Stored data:
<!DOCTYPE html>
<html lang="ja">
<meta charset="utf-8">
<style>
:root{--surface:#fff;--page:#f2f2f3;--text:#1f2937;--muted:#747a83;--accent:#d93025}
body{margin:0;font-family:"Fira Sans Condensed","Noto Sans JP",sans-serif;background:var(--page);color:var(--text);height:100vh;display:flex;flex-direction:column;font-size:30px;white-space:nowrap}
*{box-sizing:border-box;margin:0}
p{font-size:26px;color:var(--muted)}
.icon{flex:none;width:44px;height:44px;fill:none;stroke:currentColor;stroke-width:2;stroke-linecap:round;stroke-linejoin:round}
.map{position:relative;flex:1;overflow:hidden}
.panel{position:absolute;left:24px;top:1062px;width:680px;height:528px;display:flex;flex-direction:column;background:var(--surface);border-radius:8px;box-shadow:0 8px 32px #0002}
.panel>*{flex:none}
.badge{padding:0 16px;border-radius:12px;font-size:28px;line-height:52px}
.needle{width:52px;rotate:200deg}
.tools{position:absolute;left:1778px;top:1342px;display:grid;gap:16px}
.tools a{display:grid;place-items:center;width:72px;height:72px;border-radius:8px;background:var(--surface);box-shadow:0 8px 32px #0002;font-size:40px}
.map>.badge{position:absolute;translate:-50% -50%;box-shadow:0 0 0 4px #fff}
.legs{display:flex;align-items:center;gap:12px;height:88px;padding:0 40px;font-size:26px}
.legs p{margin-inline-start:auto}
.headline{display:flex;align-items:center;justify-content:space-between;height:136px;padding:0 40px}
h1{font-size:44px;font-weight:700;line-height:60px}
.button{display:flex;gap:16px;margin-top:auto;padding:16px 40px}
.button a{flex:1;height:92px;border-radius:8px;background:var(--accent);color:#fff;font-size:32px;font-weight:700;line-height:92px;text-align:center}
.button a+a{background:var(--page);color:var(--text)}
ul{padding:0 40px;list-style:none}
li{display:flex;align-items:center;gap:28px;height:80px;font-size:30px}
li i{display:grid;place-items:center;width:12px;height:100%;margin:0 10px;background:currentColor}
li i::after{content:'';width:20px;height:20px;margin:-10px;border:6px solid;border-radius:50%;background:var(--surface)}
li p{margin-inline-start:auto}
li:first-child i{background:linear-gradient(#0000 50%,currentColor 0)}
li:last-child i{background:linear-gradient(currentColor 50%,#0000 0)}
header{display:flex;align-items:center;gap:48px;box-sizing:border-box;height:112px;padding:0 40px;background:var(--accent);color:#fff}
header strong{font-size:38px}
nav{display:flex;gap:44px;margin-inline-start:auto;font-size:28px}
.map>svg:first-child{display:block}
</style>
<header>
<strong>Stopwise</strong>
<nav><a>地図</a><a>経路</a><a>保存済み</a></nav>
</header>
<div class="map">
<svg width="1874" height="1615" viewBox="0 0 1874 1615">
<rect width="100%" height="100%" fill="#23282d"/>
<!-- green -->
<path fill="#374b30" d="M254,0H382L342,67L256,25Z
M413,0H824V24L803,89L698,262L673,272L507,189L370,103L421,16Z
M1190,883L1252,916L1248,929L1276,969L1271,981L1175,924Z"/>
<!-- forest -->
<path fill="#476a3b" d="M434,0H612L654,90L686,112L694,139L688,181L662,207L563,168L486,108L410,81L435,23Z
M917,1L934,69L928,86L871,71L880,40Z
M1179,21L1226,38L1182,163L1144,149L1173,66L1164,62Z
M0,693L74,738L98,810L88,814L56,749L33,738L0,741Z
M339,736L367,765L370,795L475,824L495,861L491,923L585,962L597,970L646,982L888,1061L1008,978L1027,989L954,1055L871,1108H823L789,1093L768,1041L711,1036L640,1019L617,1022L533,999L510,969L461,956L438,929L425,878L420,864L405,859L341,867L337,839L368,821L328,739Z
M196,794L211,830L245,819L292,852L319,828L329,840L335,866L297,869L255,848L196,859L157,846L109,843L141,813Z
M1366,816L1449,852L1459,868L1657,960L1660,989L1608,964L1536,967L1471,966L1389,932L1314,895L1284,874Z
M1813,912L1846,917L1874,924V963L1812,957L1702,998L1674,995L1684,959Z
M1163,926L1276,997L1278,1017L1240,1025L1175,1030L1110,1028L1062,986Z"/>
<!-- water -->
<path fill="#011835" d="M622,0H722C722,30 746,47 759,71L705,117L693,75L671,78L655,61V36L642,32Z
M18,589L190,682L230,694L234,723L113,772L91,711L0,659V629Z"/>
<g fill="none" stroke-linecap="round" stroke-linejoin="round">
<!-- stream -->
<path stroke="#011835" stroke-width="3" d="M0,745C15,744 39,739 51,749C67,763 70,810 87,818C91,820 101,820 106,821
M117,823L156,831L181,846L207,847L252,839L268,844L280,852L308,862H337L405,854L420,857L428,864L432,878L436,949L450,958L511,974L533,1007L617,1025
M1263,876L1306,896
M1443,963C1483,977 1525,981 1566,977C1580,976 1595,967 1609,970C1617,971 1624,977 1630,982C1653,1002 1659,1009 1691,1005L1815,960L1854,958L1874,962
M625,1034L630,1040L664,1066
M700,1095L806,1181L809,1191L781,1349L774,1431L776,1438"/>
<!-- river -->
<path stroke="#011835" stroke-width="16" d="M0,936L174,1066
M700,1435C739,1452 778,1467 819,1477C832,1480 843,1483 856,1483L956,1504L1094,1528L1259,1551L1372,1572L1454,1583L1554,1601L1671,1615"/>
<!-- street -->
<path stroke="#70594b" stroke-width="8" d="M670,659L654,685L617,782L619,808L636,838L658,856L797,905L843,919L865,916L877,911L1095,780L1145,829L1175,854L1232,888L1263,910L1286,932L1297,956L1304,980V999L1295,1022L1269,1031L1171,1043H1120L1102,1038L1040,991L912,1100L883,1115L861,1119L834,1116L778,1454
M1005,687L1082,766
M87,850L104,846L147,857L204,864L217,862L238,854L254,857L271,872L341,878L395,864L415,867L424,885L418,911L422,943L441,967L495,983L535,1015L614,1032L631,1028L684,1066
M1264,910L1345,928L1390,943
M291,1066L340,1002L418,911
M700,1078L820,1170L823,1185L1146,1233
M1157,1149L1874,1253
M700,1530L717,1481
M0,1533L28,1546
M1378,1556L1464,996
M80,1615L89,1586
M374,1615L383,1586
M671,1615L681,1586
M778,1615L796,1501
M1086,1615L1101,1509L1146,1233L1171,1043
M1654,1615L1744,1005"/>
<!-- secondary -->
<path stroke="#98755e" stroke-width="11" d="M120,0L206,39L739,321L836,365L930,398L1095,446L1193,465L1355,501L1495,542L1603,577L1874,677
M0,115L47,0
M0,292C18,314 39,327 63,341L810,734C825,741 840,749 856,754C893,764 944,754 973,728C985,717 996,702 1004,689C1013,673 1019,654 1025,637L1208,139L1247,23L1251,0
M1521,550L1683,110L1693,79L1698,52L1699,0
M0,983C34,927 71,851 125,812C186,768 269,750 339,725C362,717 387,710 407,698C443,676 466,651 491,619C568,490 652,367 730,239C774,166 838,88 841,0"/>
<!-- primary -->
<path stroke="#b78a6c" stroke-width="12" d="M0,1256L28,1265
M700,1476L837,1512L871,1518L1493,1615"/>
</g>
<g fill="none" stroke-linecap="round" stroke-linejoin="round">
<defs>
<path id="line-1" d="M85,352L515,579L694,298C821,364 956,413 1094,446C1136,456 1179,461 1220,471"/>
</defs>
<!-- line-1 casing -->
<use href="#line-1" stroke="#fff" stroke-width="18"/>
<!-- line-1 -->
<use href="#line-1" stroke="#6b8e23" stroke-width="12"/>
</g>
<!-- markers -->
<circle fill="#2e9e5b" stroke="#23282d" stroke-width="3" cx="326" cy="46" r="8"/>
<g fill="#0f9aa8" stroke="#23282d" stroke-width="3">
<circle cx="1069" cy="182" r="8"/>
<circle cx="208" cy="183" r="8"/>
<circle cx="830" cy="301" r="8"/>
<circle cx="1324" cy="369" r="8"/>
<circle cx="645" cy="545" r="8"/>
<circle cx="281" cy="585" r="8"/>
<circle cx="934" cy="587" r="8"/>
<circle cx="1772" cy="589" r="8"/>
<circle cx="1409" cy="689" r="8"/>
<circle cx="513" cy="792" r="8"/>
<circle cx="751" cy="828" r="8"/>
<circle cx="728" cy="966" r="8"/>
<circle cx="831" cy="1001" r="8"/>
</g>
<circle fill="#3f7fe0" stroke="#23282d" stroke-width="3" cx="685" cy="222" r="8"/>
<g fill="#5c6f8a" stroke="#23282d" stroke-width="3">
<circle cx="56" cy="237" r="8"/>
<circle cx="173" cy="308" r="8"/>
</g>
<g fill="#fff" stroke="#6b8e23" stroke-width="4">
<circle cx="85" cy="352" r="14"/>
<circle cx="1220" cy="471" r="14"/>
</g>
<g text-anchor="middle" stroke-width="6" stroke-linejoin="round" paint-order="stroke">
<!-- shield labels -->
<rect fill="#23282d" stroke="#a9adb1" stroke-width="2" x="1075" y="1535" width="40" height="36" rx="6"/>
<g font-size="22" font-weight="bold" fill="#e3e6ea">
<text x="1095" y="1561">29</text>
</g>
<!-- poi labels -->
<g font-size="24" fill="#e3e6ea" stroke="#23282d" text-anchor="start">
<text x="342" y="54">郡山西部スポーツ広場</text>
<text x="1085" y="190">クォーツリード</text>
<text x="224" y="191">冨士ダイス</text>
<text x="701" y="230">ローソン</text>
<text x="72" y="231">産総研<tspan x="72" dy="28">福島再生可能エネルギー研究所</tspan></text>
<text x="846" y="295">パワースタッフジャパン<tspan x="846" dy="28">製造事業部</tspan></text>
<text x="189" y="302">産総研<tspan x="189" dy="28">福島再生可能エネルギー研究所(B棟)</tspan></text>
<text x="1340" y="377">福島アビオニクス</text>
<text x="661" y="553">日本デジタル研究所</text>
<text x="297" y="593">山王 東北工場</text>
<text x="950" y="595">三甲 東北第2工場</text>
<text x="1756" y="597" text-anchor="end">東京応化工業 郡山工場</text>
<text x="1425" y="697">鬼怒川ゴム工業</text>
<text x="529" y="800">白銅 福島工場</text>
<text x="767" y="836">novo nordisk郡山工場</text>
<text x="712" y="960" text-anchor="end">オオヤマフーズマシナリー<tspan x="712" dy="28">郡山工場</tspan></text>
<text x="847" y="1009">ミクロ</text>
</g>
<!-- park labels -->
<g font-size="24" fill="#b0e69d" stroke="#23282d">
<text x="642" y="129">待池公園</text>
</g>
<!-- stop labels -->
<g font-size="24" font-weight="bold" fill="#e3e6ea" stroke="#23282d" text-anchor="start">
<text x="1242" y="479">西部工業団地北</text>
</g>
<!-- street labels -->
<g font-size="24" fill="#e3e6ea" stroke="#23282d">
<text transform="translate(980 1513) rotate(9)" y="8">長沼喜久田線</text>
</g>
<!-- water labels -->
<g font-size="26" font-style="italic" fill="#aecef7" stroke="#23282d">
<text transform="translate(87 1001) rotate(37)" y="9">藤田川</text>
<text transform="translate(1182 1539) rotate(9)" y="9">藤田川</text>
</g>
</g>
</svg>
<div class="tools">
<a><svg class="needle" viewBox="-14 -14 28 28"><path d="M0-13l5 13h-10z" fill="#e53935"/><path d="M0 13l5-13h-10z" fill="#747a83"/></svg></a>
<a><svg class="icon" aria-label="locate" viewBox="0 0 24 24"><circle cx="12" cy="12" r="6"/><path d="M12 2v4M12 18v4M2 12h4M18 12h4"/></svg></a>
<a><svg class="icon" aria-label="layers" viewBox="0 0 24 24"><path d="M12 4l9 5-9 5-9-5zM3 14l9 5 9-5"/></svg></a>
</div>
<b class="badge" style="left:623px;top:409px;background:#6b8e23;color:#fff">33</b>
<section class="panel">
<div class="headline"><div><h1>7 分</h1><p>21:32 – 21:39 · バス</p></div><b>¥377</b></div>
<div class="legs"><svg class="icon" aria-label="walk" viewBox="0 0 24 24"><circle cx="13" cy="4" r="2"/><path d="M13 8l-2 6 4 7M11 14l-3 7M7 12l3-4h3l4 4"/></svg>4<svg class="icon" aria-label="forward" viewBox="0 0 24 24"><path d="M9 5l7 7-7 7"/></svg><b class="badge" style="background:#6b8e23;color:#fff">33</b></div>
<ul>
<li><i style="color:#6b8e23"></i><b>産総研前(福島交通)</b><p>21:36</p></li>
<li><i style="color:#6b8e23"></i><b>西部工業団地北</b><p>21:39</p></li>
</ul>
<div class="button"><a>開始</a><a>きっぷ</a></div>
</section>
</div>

BRIEF:
Which lines above hold the string "tools"? Show each of them.

ANSWER:
.tools{position:absolute;left:1778px;top:1342px;display:grid;gap:16px}
.tools a{display:grid;place-items:center;width:72px;height:72px;border-radius:8px;background:var(--surface);box-shadow:0 8px 32px #0002;font-size:40px}
<div class="tools">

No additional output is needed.